The perceptions of community members towards leprosy and persons affected by leprosy in Chandauli District, India.
Introduction: Leprosy is a chronic, infectious disease resulting in serious disability when left untreated. Early detection, diagnosis and treatment of the disease is often hampered by leprosy-related stigma. In Chandauli District relatively high incidence and prevalence rates are reported, thus here community education, complementary to other interventions, is implemented. Education, however, is only effective if adapted to the local reality. Therefore, the goal of this study was to provide a deeper understanding of the prevailing perceptions about leprosy, including leprosy-related stigma in Chandauli District, to develop locally appropriate, tailor-made education.
Methods: A cross-sectional study with a survey design, incorporating mixed-methods was conducted among 371 leprosy-unaffected community members. Participants were asked to complete a knowledge questionnaire, supplemented with the leprosy-adjusted EMIC-CSS and SDS. Additionally, semi-structured interviews were conducted with community members and local health care workers.
Results: A significant lack of knowledge or incorrect knowledge regarding the cause, symptoms, timeline and controllability of leprosy was reported amongst community members in Chandauli District. Furthermore, relatively high levels of negative attitudes were found, as over 94% of all participants harboured negative attitudes towards leprosy-affected people. Educational, religion, profession and knowing someone with leprosy significantly influenced these levels of negative attitudes, whereas age and gender did not. Marriage was most affected by leprosy-related stigma, from both a community and individual point of views. Also, an inverse relationship between leprosy-related knowledge and negative attitudes is reported here.
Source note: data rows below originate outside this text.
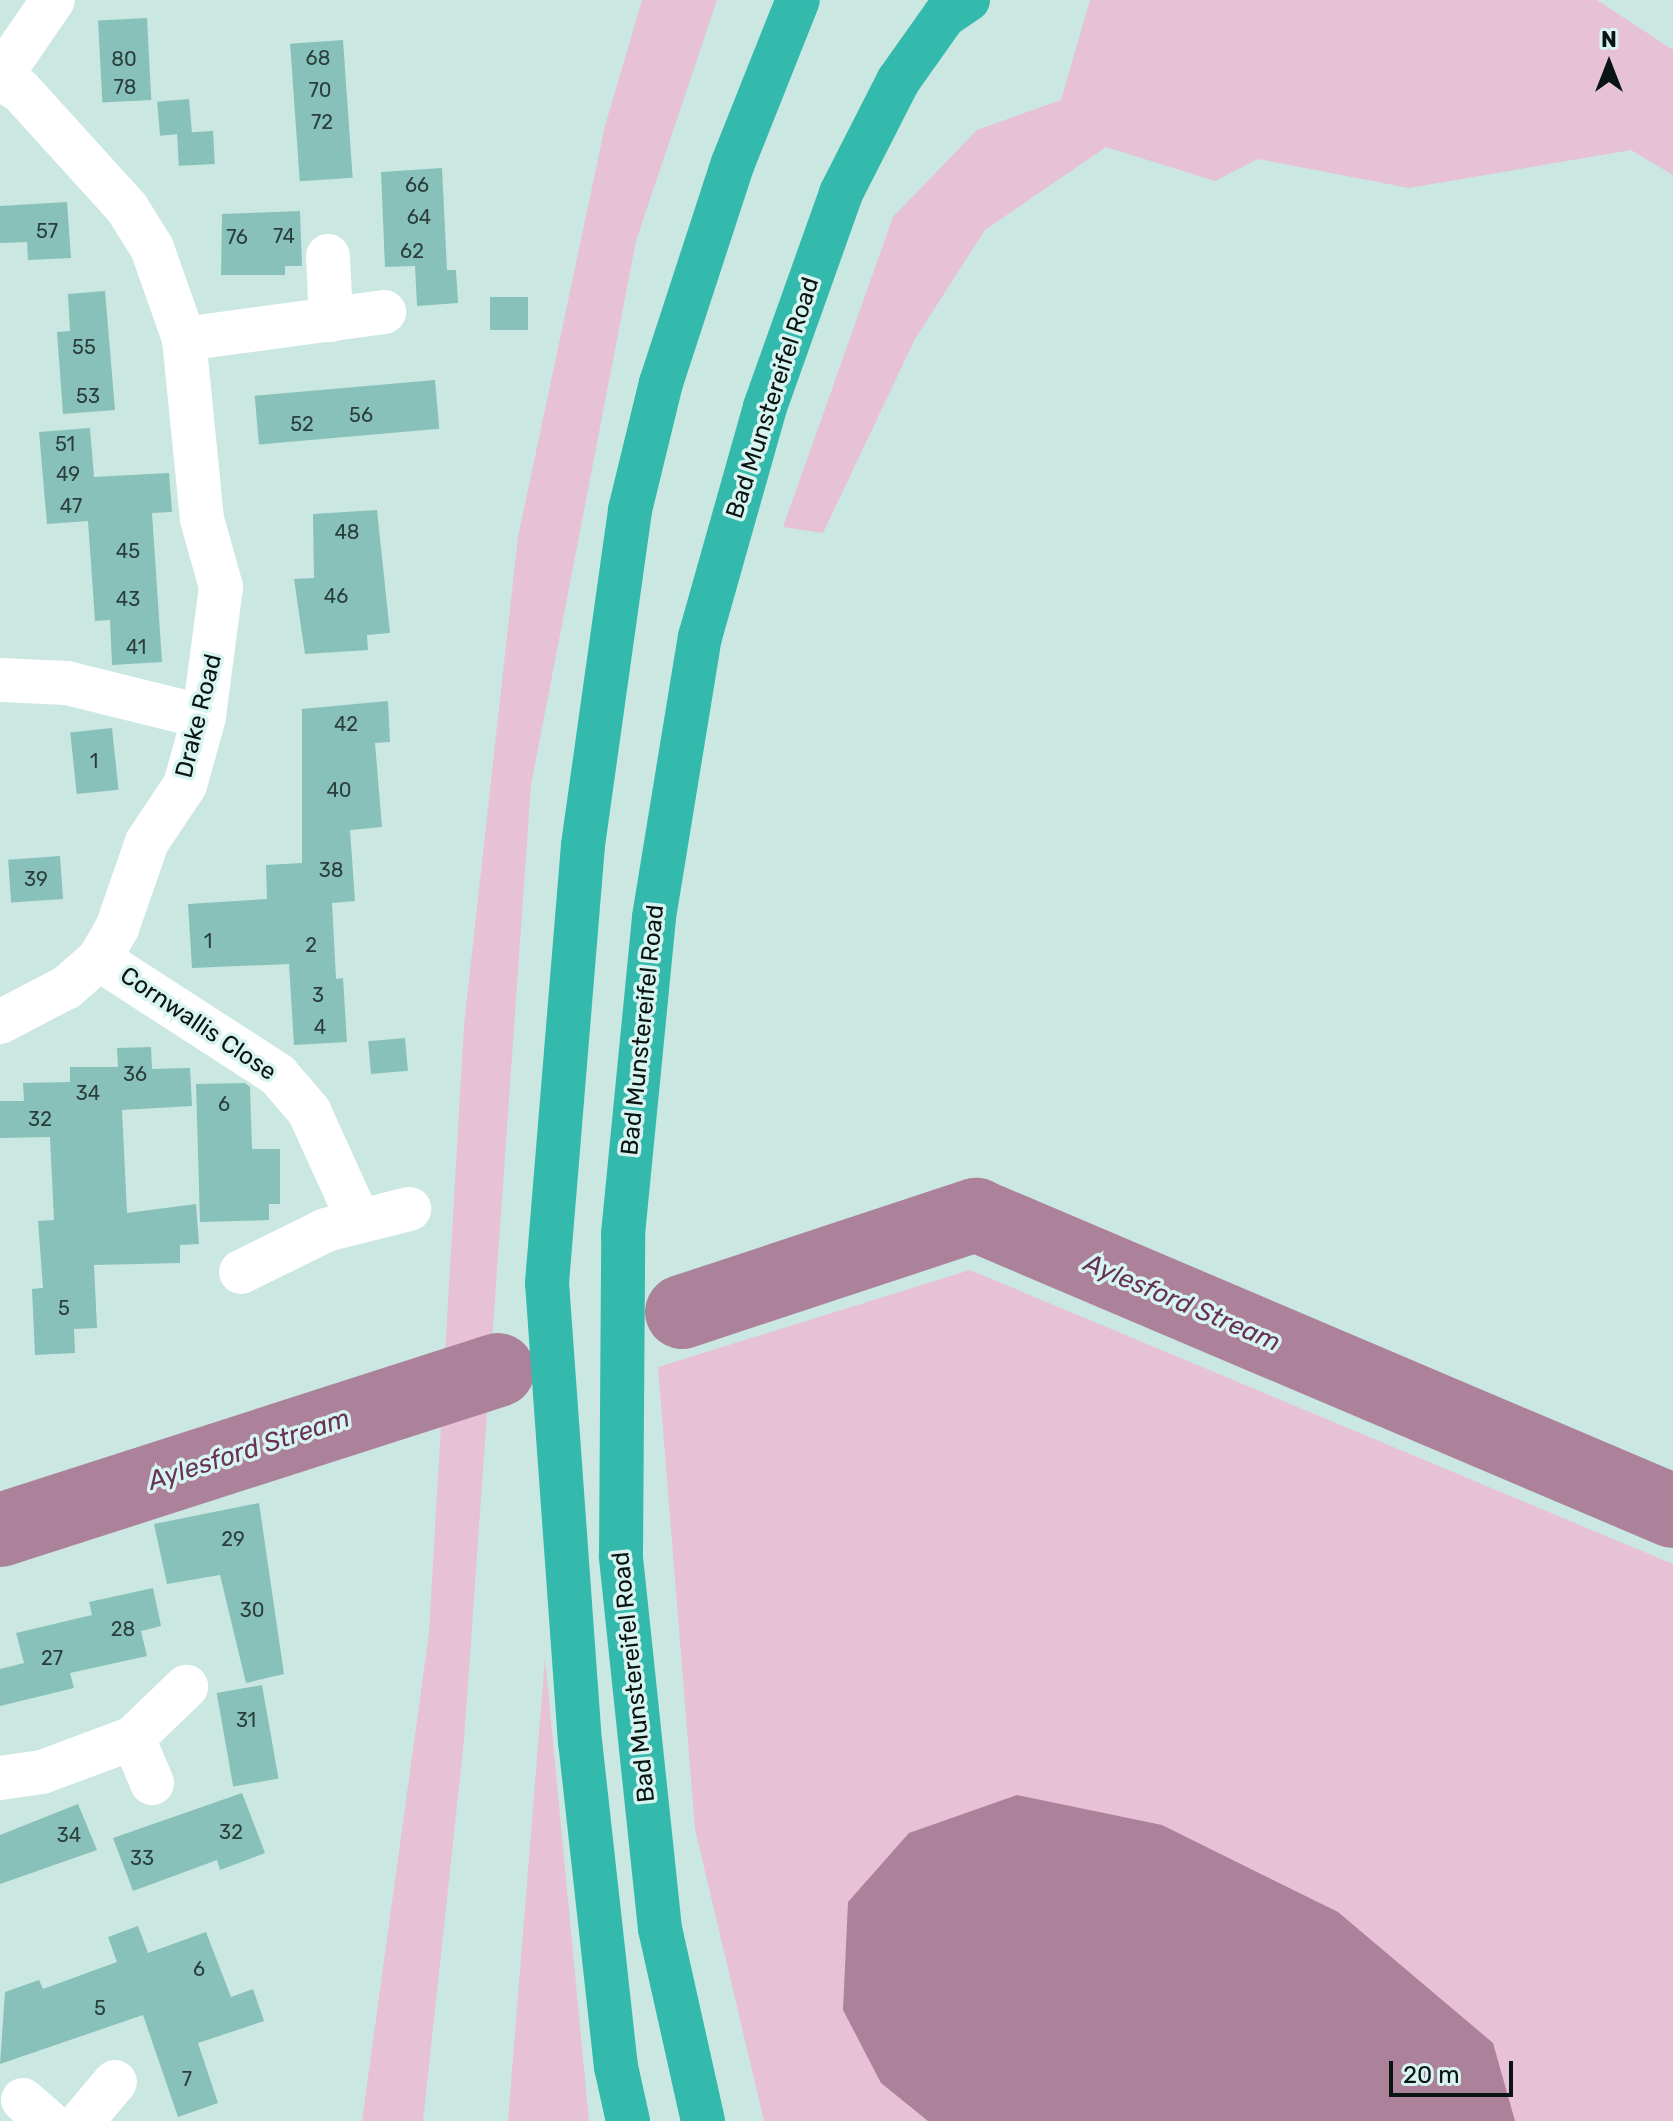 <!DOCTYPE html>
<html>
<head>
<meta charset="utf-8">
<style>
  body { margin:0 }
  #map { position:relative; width:1673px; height:2121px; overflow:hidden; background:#cbe7e2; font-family:Rubik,sans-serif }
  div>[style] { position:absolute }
  .green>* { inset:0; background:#e7c1d6 }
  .water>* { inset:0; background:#ac829b }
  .river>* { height:74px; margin:-37px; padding:0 37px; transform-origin:37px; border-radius:37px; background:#ac829b }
  .building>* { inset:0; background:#88c1b9; transform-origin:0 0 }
  .minor>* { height:44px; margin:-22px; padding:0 22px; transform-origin:22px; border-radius:22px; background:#fff }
  .highway>* { height:44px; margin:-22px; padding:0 22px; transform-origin:22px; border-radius:22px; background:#33baad }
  span { translate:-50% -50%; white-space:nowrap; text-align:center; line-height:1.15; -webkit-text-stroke:7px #d8f4f0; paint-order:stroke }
  .number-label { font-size:20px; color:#2a3f3c }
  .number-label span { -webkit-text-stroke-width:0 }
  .street-label { font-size:24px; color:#0a1412 }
  .water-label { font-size:26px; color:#683255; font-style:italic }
  .north { position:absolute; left:1569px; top:24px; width:80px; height:80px; -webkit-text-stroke:6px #d8f4f0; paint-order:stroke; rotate:0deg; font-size:22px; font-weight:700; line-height:32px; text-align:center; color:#0a1412 }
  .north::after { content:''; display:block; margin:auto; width:28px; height:36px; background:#0a1412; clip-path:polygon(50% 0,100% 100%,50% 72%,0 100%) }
  .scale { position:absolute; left:1389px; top:2061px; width:124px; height:36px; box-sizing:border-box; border:4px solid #0a1412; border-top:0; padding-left:10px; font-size:24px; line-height:28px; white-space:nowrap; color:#0a1412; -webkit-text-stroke:6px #d8f4f0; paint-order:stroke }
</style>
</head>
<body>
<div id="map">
  <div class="green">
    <i style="clip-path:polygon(642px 0,717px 0,636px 241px,531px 785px,464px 1741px,423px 2121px,362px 2121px,429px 1633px,464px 1025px,518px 537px,605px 126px)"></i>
    <i style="clip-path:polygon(1090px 0,1597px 0,1673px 50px,1673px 175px,1631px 150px,1409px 188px,1258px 159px,1215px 181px,1106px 147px,985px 230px,915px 339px,823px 533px,783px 527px,893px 217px,977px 130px,1061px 100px)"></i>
    <i style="clip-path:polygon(970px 1270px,1673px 1564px,1673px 2121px,764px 2121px,695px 1829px,658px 1367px)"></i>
    <i style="clip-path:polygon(545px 1658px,589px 2121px,508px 2121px)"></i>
  </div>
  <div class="water">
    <i style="clip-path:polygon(1017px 1795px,1162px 1825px,1338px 1912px,1493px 2043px,1515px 2121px,928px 2121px,881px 2083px,843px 2010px,848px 1902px,909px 1833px)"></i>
  </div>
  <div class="river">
    <i style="left:682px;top:1312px;width:310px;rotate:-18.3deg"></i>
    <i style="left:976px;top:1215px;width:757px;rotate:23.01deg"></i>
    <i style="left:0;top:1530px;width:523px;rotate:-17.81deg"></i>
  </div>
  <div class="building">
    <i style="left:147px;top:18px;width:82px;height:49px;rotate:87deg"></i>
    <i style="left:343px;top:40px;width:138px;height:53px;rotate:86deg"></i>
    <i style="left:189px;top:99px;width:34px;height:32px;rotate:85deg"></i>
    <i style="left:213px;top:131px;width:33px;height:36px;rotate:87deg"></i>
    <i style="clip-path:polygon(442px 168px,447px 270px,456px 270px,458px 303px,417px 306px,415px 266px,385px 267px,381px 172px)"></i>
    <i style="clip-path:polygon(67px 202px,71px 258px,28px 260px,27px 242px,0 243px,0 206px)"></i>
    <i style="clip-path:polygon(300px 211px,302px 266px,285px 266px,285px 275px,221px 275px,222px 214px)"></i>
    <i style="clip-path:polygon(105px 291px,115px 410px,63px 414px,57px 332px,70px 331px,68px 294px)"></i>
    <i style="left:490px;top:297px;width:38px;height:33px"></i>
    <i style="left:435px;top:380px;width:49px;height:181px;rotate:85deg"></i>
    <i style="clip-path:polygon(90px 428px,94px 477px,169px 473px,172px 512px,152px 513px,162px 662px,112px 665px,110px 620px,95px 621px,88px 521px,47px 524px,39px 432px)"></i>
    <i style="clip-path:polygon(377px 510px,390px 633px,367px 635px,368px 650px,305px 654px,294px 579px,314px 578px,313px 514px)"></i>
    <i style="clip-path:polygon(388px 701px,390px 742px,375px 743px,382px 827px,350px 830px,355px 901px,332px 903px,336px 979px,343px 978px,347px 1042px,294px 1045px,289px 964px,192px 968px,188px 904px,267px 899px,266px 865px,302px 863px,302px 709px)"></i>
    <i style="left:112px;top:728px;width:62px;height:42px;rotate:84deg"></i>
    <i style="left:60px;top:856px;width:43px;height:52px;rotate:86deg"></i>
    <i style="left:405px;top:1038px;width:33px;height:37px;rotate:85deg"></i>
    <i style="clip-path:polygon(151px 1047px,152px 1069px,190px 1068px,192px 1106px,122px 1110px,127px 1213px,196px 1204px,199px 1244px,180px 1245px,180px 1263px,94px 1265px,97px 1328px,74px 1329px,75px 1353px,35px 1355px,32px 1289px,43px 1288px,38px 1221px,54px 1220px,50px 1137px,0 1138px,0 1101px,24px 1101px,23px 1083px,70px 1082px,70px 1067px,118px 1067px,117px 1048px)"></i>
    <i style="clip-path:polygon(245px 1083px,250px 1087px,252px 1149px,280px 1149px,280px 1204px,269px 1204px,269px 1220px,200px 1222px,196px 1084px)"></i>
    <i style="clip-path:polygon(259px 1503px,284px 1674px,246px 1683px,220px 1575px,167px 1584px,154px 1524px)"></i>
    <i style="clip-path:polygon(153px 1588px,161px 1626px,141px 1631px,147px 1656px,70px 1673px,74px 1688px,0 1706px,0 1669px,24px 1663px,16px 1633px,92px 1615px,89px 1602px)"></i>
    <i style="left:262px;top:1685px;width:95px;height:46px;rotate:80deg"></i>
    <i style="clip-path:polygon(242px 1793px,265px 1853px,220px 1870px,217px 1860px,133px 1891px,113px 1838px)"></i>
    <i style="clip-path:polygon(78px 1804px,97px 1850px,0 1884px,0 1835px)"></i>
    <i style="clip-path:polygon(138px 1926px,148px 1953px,206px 1932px,231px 1997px,253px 1989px,264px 2021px,198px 2043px,218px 2103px,178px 2117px,143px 2015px,0 2064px,5px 1992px,39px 1980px,43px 1989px,117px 1962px,108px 1937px)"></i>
  </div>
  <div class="minor">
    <i style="left:0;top:77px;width:93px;rotate:-55.5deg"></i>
    <i style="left:0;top:79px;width:23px;rotate:29deg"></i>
    <i style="left:20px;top:90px;width:159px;rotate:47.8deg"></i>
    <i style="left:127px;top:208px;width:47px;rotate:58deg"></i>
    <i style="left:152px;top:248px;width:96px;rotate:70.6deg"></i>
    <i style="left:184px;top:339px;width:181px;rotate:84.3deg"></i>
    <i style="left:202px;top:519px;width:71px;rotate:74.4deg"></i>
    <i style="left:221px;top:587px;width:131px;rotate:97.5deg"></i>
    <i style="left:204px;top:717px;width:71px;rotate:105.6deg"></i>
    <i style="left:185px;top:785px;width:69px;rotate:123.7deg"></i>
    <i style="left:147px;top:842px;width:91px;rotate:109.2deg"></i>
    <i style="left:117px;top:928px;width:36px;rotate:120deg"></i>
    <i style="left:99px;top:959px;width:43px;rotate:138.8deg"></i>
    <i style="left:67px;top:987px;width:76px;rotate:152.4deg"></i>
    <i style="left:328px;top:256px;width:64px;rotate:87.3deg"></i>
    <i style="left:184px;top:339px;width:202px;rotate:-7.7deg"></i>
    <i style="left:0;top:680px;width:67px;rotate:2.6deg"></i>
    <i style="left:67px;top:683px;width:141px;rotate:13.9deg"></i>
    <i style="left:99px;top:959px;width:213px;rotate:32.9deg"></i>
    <i style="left:278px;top:1075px;width:48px;rotate:49.3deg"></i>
    <i style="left:309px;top:1111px;width:119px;rotate:65.6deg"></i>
    <i style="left:241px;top:1272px;width:95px;rotate:-26.3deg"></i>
    <i style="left:326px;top:1230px;width:86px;rotate:-14.2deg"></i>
    <i style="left:133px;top:1738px;width:49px;rotate:67.1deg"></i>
    <i style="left:0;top:1778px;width:42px;rotate:-8.1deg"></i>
    <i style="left:42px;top:1772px;width:97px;rotate:-20.5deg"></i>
    <i style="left:133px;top:1738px;width:74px;rotate:-43.9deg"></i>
    <i style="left:23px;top:2100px;width:32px;rotate:41deg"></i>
    <i style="left:82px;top:2121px;width:51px;rotate:-49.8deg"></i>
  </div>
  <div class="highway">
    <i style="left:628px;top:2121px;width:55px;rotate:-102.5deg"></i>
    <i style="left:616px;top:2067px;width:326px;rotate:-96.3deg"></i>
    <i style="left:580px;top:1743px;width:461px;rotate:-94.1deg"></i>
    <i style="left:547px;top:1283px;width:439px;rotate:-85.3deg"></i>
    <i style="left:583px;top:845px;width:338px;rotate:-82deg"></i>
    <i style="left:630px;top:510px;width:131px;rotate:-76.3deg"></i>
    <i style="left:661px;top:383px;width:231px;rotate:-71.9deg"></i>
    <i style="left:733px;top:163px;width:175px;rotate:-68.3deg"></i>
    <i style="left:703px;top:2121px;width:197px;rotate:-102.6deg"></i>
    <i style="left:660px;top:1929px;width:375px;rotate:-96deg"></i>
    <i style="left:621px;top:1556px;width:322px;rotate:-89.6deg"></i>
    <i style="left:623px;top:1234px;width:319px;rotate:-84.4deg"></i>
    <i style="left:654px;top:917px;width:284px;rotate:-80.7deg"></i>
    <i style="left:700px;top:637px;width:239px;rotate:-74.2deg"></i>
    <i style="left:765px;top:407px;width:227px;rotate:-70.4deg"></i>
    <i style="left:841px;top:193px;width:126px;rotate:-63deg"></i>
    <i style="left:898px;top:81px;width:80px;rotate:-54.7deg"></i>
    <i style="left:944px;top:16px;width:29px;rotate:-34deg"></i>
  </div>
  <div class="number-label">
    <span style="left:318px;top:58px">68</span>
    <span style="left:124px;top:59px">80</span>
    <span style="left:125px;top:87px">78</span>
    <span style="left:320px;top:90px">70</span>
    <span style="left:322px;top:122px">72</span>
    <span style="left:417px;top:185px">66</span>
    <span style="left:419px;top:217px">64</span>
    <span style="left:47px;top:231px">57</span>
    <span style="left:284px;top:236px">74</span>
    <span style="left:237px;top:237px">76</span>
    <span style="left:412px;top:251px">62</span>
    <span style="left:84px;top:347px">55</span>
    <span style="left:88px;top:396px">53</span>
    <span style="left:361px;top:415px">56</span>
    <span style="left:302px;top:424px">52</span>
    <span style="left:65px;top:444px">51</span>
    <span style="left:68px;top:474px">49</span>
    <span style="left:71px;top:506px">47</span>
    <span style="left:347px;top:532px">48</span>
    <span style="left:128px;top:551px">45</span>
    <span style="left:336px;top:596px">46</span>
    <span style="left:128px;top:599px">43</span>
    <span style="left:136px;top:647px">41</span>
    <span style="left:346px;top:724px">42</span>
    <span style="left:94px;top:761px">1</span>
    <span style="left:339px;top:790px">40</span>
    <span style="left:331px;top:870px">38</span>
    <span style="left:36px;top:879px">39</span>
    <span style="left:208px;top:941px">1</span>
    <span style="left:311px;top:945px">2</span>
    <span style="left:318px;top:995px">3</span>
    <span style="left:320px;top:1027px">4</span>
    <span style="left:135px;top:1074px">36</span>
    <span style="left:88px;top:1093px">34</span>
    <span style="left:224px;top:1104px">6</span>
    <span style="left:40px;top:1119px">32</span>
    <span style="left:64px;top:1308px">5</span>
    <span style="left:233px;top:1539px">29</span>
    <span style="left:252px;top:1610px">30</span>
    <span style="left:123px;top:1629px">28</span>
    <span style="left:52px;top:1658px">27</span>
    <span style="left:246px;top:1720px">31</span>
    <span style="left:231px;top:1832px">32</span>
    <span style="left:69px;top:1835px">34</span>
    <span style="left:142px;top:1858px">33</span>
    <span style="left:199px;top:1969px">6</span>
    <span style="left:100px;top:2008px">5</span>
    <span style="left:187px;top:2079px">7</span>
  </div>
  <div class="street-label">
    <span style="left:773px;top:398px;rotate:-72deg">Bad Munstereifel Road</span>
    <span style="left:199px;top:716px;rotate:-76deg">Drake Road</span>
    <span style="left:198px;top:1024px;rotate:34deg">Cornwallis Close</span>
    <span style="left:643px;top:1030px;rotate:-84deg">Bad Munstereifel Road</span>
    <span style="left:634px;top:1677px;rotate:-96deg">Bad Munstereifel Road</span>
  </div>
  <div class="water-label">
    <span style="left:1182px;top:1303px;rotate:23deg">Aylesford Stream</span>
    <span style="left:249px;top:1450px;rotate:-18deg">Aylesford Stream</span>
  </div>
  <div class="north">N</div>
  <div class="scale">20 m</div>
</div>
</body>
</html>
Discussion and conclusion: Community education should focus on increasing correct leprosy-related knowledge and decrease misconceptions. It is recommended to complement educational sessions with the involvement of stereotype-defeating persons affected by leprosy, visualization exercises and one-on-one counselling, to decrease leprosy-related stigma and to generate empathy. Additionally, regional key persons and religious leaders should be involved in community education, to enhance a change in attitudes. If necessary, gender-specific educational sessions could be organised. The use of visual material is necessary to circumvent illiteracy amongst community members. Local beliefs, such as those in the effectiveness of Ayurvedic medicine, should not be disregarded, but should be integrated into education.